▸ **Required work**: Find the lines in the entries that follow where the word "body" occurs, and state how many there are, with no other words.

----- Dataset excerpts

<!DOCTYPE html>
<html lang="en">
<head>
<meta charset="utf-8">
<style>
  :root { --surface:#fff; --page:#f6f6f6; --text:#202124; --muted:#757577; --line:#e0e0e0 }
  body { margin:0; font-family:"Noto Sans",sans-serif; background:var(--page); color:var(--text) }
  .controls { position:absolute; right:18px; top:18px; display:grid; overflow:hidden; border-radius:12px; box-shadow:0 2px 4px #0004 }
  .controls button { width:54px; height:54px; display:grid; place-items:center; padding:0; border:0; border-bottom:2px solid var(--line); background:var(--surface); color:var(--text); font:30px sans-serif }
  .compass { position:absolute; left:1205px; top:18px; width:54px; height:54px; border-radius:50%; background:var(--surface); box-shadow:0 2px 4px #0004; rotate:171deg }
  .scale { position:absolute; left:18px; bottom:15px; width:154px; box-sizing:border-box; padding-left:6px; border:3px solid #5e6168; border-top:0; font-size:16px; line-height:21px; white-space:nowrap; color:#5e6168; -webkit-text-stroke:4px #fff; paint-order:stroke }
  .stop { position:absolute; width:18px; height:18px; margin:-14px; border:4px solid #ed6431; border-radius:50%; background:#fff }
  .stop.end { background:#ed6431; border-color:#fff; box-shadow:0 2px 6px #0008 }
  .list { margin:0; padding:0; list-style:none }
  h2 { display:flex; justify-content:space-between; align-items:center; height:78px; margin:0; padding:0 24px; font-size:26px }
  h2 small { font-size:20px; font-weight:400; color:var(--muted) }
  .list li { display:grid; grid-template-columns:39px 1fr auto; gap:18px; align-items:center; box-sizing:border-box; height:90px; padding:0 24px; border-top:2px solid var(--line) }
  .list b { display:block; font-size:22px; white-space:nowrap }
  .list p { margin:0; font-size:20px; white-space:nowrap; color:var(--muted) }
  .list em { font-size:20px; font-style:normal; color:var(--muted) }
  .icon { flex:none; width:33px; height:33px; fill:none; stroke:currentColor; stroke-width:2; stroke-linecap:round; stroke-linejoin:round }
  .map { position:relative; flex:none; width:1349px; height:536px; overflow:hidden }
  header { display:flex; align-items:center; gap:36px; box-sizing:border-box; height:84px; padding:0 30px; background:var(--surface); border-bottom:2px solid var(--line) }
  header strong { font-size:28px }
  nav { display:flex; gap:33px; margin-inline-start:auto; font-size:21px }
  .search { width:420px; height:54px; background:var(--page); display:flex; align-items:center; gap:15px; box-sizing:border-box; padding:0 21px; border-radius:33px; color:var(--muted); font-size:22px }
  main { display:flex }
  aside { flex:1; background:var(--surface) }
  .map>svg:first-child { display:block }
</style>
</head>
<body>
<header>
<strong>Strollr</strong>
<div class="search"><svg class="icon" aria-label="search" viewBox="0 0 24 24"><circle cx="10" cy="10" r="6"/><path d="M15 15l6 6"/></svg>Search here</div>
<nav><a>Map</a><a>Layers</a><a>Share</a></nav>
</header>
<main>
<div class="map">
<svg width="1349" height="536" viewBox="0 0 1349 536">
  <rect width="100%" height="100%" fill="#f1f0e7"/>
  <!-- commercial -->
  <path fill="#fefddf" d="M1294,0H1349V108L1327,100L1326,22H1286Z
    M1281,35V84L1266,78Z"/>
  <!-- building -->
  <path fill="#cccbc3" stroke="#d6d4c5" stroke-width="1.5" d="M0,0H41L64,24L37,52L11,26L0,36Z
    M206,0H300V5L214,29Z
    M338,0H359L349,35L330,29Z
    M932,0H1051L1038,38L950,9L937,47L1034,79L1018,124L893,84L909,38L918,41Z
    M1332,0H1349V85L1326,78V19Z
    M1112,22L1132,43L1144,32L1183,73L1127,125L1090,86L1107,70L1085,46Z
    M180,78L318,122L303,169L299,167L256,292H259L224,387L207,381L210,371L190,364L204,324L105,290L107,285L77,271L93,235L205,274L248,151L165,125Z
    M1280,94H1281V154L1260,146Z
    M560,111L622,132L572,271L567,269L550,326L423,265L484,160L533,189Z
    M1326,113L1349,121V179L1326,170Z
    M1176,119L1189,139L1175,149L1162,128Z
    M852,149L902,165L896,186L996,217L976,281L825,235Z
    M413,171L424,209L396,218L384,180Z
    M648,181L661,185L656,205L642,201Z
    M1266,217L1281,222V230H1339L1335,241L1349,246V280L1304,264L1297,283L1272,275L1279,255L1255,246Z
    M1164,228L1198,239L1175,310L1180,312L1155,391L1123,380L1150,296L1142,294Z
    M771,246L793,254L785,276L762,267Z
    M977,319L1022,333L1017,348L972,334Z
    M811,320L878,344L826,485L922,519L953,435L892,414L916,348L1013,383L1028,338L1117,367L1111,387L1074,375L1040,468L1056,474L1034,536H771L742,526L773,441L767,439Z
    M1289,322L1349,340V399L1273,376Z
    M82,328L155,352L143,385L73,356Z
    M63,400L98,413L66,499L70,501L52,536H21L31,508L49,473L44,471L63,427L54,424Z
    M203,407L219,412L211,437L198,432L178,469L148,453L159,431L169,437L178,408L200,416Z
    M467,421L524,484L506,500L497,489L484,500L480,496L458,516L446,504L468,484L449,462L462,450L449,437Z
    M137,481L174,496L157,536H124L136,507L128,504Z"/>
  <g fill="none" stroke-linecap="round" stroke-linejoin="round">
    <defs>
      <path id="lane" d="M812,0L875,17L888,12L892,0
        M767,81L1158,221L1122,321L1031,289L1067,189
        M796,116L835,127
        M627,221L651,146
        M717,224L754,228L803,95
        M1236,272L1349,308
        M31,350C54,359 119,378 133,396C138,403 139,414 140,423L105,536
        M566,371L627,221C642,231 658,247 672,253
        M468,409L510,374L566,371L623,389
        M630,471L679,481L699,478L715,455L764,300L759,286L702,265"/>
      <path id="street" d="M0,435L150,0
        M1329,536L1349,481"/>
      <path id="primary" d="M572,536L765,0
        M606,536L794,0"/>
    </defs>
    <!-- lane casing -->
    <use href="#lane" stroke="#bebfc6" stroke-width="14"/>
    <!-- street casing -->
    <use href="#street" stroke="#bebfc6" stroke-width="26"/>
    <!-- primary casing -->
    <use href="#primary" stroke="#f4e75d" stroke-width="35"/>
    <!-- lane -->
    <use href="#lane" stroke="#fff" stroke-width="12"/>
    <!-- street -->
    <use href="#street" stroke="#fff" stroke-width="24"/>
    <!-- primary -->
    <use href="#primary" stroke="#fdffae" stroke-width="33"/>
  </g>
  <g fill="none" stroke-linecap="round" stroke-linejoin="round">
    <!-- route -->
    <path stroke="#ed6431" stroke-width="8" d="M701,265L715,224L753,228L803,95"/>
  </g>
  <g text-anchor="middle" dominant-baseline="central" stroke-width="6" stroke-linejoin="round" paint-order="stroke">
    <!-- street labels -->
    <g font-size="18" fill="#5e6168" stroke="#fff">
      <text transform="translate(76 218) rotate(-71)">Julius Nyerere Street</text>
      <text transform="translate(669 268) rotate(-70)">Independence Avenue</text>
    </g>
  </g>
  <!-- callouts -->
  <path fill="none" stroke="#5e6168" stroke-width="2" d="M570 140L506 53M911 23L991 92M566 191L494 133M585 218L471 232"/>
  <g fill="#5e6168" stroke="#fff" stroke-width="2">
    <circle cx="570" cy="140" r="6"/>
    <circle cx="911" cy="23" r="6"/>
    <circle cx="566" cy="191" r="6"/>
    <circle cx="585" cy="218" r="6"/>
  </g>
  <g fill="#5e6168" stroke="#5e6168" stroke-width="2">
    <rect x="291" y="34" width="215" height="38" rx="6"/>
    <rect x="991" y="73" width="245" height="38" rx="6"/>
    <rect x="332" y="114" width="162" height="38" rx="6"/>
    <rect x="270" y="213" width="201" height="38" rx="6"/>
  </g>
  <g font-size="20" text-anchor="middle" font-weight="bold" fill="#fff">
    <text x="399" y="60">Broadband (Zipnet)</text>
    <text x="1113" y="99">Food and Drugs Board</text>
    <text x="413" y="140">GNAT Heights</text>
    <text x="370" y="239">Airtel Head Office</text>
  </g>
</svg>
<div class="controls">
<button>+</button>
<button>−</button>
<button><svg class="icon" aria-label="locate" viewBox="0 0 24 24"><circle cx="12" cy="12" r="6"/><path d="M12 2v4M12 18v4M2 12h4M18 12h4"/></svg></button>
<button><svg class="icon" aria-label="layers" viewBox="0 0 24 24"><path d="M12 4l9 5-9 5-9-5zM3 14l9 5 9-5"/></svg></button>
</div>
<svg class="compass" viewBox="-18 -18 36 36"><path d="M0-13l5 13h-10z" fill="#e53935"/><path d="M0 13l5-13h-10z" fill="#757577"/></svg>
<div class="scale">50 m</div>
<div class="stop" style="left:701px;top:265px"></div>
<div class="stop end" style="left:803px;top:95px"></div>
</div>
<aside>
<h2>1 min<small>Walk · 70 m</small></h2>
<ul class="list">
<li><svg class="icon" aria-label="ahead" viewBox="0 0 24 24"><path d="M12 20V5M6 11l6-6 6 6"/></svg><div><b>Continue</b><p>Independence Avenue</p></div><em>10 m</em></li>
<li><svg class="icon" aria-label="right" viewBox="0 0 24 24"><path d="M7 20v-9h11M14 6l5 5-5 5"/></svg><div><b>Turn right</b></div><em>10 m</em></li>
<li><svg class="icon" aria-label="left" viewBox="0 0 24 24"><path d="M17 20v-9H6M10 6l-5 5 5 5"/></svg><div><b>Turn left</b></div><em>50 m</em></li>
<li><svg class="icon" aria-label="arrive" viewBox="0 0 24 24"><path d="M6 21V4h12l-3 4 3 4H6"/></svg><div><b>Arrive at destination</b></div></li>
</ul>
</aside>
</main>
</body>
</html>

----------

▸ **Completed exercise**: 3